GIVEN RECORDS
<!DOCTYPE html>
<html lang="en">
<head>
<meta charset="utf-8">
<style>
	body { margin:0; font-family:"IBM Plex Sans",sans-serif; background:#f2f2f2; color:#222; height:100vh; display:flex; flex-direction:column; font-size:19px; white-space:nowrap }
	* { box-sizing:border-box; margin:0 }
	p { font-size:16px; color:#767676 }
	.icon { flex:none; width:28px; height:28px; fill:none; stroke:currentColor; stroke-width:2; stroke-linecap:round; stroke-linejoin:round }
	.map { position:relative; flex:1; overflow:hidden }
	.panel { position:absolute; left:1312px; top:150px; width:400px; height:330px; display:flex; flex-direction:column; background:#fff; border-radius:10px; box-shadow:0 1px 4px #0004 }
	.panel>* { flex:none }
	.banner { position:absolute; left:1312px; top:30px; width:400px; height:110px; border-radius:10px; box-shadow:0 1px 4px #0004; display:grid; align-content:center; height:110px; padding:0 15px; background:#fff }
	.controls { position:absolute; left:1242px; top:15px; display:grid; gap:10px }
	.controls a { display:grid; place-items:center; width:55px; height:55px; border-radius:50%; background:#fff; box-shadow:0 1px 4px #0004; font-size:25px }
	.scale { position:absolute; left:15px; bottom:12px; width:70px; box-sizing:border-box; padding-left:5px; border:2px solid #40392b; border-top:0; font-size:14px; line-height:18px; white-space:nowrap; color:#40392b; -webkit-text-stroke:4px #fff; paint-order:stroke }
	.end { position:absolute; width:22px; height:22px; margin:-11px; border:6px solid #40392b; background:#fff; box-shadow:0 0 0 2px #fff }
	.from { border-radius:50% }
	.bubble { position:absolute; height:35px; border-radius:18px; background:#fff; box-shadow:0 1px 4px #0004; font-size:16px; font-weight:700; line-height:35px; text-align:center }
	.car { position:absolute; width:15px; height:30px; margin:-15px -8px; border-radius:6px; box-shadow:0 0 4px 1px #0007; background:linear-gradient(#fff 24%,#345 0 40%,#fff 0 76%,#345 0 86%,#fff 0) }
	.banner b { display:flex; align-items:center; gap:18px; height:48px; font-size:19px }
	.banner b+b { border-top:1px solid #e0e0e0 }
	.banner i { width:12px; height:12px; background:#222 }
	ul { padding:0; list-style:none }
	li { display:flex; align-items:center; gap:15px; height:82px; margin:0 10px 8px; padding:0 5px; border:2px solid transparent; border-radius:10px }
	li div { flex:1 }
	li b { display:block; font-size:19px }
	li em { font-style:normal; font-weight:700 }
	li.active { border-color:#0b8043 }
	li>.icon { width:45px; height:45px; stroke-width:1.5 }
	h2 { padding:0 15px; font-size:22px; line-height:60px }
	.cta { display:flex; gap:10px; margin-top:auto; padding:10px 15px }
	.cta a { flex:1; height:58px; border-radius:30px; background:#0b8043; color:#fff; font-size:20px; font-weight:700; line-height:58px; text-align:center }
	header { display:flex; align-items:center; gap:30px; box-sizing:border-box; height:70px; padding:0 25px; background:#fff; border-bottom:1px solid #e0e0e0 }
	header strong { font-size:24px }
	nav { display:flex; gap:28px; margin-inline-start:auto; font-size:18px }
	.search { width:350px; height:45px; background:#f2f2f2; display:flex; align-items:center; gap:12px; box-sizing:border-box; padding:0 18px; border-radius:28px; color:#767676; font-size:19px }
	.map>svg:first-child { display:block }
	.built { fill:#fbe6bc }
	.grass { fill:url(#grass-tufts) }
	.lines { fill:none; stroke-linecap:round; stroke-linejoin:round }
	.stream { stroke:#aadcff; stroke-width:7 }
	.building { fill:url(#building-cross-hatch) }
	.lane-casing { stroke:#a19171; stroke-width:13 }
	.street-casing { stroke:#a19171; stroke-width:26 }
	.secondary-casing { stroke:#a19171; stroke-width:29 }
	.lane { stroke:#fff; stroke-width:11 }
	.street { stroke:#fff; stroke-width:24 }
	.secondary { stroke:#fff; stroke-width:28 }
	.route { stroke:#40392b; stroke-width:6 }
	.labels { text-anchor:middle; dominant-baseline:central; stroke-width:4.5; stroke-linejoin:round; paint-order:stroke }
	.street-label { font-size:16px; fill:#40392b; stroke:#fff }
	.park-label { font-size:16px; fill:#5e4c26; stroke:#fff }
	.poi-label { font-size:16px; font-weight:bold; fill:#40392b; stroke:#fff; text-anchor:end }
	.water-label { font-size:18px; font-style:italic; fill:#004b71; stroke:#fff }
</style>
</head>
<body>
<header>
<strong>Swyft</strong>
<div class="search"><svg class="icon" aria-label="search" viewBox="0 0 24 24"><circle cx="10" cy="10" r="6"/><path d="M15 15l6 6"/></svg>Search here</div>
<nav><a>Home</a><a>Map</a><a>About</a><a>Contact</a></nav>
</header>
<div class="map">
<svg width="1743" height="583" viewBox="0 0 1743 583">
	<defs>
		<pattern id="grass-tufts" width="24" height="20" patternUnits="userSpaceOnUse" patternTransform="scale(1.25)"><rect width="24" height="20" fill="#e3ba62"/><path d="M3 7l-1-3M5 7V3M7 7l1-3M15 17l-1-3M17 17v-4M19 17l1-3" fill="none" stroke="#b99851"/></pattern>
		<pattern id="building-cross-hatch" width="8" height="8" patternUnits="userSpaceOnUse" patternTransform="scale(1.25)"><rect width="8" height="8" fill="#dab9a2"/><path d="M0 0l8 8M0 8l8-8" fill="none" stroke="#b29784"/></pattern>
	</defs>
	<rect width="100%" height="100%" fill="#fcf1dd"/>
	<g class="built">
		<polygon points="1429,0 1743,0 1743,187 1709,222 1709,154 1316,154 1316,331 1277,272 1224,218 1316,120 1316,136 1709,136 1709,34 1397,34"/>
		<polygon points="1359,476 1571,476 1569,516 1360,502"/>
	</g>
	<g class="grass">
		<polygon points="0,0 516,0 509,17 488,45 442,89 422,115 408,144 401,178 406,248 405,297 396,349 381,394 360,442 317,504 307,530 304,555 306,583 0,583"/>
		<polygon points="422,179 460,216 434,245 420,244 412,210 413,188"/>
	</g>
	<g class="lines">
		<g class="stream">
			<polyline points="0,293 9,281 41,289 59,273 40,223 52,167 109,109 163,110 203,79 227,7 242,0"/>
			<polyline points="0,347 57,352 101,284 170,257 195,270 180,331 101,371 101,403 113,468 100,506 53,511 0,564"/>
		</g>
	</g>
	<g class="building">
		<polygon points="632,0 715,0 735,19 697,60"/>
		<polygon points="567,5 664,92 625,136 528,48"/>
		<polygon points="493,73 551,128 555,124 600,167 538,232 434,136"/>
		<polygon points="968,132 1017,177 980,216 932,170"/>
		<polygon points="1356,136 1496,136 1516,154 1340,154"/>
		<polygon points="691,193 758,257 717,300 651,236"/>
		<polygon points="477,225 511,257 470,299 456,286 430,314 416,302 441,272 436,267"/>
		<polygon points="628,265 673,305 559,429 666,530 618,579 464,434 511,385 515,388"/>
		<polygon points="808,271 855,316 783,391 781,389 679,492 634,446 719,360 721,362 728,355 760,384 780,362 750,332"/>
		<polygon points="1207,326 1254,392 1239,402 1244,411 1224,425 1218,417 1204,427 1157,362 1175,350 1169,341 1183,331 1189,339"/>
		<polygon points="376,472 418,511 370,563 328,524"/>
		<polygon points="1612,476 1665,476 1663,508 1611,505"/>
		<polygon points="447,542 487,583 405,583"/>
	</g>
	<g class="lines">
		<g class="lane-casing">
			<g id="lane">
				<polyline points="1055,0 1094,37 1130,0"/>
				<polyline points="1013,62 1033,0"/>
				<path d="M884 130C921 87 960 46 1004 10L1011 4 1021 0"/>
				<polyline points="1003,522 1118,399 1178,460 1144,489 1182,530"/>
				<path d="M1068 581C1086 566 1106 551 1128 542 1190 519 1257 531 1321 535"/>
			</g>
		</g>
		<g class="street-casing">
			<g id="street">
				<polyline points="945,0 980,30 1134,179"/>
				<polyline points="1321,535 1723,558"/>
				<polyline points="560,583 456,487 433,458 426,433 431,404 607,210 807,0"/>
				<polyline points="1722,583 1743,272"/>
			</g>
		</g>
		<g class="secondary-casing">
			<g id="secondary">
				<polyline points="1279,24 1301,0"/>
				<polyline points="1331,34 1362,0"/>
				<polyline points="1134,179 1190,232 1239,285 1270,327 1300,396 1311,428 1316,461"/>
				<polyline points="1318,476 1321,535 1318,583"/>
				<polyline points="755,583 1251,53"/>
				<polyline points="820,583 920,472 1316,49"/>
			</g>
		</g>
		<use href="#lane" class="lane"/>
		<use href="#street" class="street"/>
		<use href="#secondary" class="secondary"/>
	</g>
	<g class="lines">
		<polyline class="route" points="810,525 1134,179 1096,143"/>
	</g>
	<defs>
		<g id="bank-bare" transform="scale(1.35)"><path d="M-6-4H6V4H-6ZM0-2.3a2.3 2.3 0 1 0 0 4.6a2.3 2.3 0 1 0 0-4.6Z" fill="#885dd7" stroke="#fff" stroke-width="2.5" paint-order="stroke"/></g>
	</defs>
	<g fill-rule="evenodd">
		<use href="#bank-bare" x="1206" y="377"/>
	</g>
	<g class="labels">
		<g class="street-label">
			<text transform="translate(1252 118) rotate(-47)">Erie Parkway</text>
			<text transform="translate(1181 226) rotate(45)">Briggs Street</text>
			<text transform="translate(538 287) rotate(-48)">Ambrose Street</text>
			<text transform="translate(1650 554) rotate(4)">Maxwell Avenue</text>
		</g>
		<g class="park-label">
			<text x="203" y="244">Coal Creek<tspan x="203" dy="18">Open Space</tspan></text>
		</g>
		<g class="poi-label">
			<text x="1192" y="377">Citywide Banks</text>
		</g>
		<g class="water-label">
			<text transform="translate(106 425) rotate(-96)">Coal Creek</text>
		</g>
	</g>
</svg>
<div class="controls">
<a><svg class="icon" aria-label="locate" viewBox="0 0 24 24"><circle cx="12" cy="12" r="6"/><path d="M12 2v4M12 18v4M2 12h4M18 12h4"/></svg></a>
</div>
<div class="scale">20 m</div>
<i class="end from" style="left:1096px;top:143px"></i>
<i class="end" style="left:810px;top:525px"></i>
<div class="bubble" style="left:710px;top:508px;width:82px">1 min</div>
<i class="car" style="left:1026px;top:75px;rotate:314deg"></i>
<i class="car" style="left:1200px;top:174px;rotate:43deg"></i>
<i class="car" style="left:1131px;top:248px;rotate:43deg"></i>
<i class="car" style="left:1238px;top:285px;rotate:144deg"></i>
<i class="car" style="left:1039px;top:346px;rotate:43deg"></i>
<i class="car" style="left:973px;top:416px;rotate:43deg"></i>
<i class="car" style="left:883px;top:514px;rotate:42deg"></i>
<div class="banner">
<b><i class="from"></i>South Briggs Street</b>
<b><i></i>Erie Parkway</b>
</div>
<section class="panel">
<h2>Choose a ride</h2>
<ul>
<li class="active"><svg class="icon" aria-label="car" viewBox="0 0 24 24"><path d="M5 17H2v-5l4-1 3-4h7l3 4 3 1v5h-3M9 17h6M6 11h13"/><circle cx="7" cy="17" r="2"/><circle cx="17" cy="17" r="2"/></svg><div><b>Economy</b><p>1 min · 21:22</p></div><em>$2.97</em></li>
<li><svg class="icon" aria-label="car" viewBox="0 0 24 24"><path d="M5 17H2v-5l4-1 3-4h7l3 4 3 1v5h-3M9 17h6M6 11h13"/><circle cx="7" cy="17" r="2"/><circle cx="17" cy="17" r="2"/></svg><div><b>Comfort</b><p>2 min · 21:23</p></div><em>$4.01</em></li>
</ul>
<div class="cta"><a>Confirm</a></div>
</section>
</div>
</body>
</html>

WHAT NEEDS TO BE DONE
Give the count of lines containing the word "absolute" in the listing, and no other text.

ANSWER SPACE
7